Collected data entries
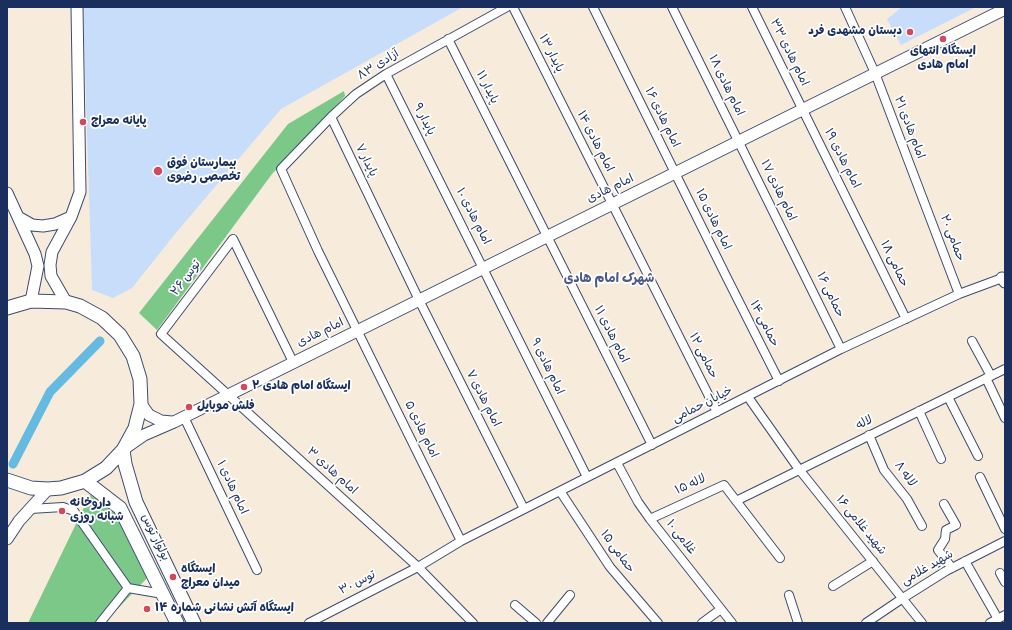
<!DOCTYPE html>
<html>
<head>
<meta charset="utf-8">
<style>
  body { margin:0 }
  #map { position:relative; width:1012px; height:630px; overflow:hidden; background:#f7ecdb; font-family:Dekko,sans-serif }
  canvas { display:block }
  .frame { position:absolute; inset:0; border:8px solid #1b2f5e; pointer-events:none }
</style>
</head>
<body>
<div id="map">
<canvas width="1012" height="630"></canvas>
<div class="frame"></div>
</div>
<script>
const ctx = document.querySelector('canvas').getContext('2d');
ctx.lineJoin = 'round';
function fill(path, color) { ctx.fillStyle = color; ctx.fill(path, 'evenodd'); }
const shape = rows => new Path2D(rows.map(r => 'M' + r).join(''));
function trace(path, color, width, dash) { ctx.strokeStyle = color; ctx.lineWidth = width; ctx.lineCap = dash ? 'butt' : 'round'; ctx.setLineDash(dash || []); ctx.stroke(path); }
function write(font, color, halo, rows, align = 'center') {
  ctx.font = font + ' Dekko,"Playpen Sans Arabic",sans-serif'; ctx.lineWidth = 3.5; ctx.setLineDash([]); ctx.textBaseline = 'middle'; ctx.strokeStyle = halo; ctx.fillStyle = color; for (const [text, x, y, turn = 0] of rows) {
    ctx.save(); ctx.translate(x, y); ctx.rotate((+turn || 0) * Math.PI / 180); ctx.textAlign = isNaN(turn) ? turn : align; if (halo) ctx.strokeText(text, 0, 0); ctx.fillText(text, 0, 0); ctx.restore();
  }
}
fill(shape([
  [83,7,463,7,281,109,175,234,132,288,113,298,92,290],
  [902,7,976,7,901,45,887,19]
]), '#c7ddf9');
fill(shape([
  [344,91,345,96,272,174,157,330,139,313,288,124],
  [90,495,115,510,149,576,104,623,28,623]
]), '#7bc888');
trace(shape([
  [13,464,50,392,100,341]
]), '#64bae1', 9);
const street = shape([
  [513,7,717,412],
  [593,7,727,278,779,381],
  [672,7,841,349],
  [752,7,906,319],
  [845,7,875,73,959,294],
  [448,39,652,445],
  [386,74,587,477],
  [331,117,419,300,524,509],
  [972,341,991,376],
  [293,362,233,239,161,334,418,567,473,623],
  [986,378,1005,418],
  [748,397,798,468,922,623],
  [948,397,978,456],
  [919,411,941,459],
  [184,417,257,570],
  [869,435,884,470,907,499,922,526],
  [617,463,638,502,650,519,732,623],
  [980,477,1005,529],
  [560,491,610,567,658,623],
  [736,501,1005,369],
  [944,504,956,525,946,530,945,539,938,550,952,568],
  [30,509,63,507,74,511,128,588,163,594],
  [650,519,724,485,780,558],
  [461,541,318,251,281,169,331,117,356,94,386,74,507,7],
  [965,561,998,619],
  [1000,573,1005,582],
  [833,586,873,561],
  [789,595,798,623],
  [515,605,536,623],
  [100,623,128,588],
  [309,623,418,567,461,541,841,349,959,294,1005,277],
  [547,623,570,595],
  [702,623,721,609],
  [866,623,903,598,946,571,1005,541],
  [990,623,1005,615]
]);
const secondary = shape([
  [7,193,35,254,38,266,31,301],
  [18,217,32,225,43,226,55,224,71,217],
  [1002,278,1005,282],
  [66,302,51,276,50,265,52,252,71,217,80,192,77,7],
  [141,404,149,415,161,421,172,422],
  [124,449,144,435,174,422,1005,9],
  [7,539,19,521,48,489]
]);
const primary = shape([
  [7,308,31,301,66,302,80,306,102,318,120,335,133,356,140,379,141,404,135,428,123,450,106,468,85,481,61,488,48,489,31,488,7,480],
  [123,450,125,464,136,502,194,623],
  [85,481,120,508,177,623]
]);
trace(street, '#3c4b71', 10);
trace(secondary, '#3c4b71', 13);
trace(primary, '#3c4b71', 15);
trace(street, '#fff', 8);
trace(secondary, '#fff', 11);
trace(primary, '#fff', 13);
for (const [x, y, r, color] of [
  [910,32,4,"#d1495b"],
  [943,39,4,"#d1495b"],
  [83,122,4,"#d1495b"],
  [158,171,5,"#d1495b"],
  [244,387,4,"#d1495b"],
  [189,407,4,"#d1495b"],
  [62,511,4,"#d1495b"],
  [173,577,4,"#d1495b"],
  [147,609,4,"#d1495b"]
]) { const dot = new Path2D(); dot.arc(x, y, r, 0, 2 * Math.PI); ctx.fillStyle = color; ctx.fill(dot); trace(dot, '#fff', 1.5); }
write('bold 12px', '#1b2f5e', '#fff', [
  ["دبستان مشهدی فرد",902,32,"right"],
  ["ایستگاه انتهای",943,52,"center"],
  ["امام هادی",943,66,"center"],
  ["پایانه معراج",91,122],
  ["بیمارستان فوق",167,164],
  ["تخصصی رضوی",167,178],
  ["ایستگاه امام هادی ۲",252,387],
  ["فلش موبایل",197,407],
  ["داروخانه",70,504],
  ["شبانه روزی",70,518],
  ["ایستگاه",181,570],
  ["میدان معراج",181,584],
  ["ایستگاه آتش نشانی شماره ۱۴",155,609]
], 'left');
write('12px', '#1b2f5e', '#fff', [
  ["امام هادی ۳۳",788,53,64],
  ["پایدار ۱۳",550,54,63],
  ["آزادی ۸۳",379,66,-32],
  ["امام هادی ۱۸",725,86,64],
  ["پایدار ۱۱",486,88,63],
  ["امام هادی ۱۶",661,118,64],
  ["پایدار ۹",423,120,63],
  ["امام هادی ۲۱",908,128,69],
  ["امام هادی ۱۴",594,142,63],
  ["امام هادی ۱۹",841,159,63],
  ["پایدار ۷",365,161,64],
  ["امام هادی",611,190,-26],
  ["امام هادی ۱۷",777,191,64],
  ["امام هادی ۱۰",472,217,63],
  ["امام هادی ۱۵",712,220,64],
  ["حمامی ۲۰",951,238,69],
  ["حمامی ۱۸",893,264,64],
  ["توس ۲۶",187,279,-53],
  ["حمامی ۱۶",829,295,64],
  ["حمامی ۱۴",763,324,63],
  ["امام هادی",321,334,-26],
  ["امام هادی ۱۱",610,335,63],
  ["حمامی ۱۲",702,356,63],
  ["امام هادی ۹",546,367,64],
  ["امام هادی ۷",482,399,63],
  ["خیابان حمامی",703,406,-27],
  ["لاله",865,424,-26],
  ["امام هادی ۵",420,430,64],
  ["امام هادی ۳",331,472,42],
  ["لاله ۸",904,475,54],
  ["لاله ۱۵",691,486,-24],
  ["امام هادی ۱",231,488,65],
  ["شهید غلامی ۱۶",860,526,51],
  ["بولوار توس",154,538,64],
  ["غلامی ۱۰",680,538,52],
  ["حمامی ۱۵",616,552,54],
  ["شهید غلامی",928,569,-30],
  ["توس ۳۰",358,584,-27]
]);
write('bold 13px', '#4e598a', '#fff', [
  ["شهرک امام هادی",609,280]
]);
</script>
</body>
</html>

### Try it
Please go through the entries and show every line with the word "strokeStyle".

### Answer to the exercise
function trace(path, color, width, dash) { ctx.strokeStyle = color; ctx.lineWidth = width; ctx.lineCap = dash ? 'butt' : 'round'; ctx.setLineDash(dash || []); ctx.stroke(path); }
  ctx.font = font + ' Dekko,"Playpen Sans Arabic",sans-serif'; ctx.lineWidth = 3.5; ctx.setLineDash([]); ctx.textBaseline = 'middle'; ctx.strokeStyle = halo; ctx.fillStyle = color; for (const [text, x, y, turn = 0] of rows) {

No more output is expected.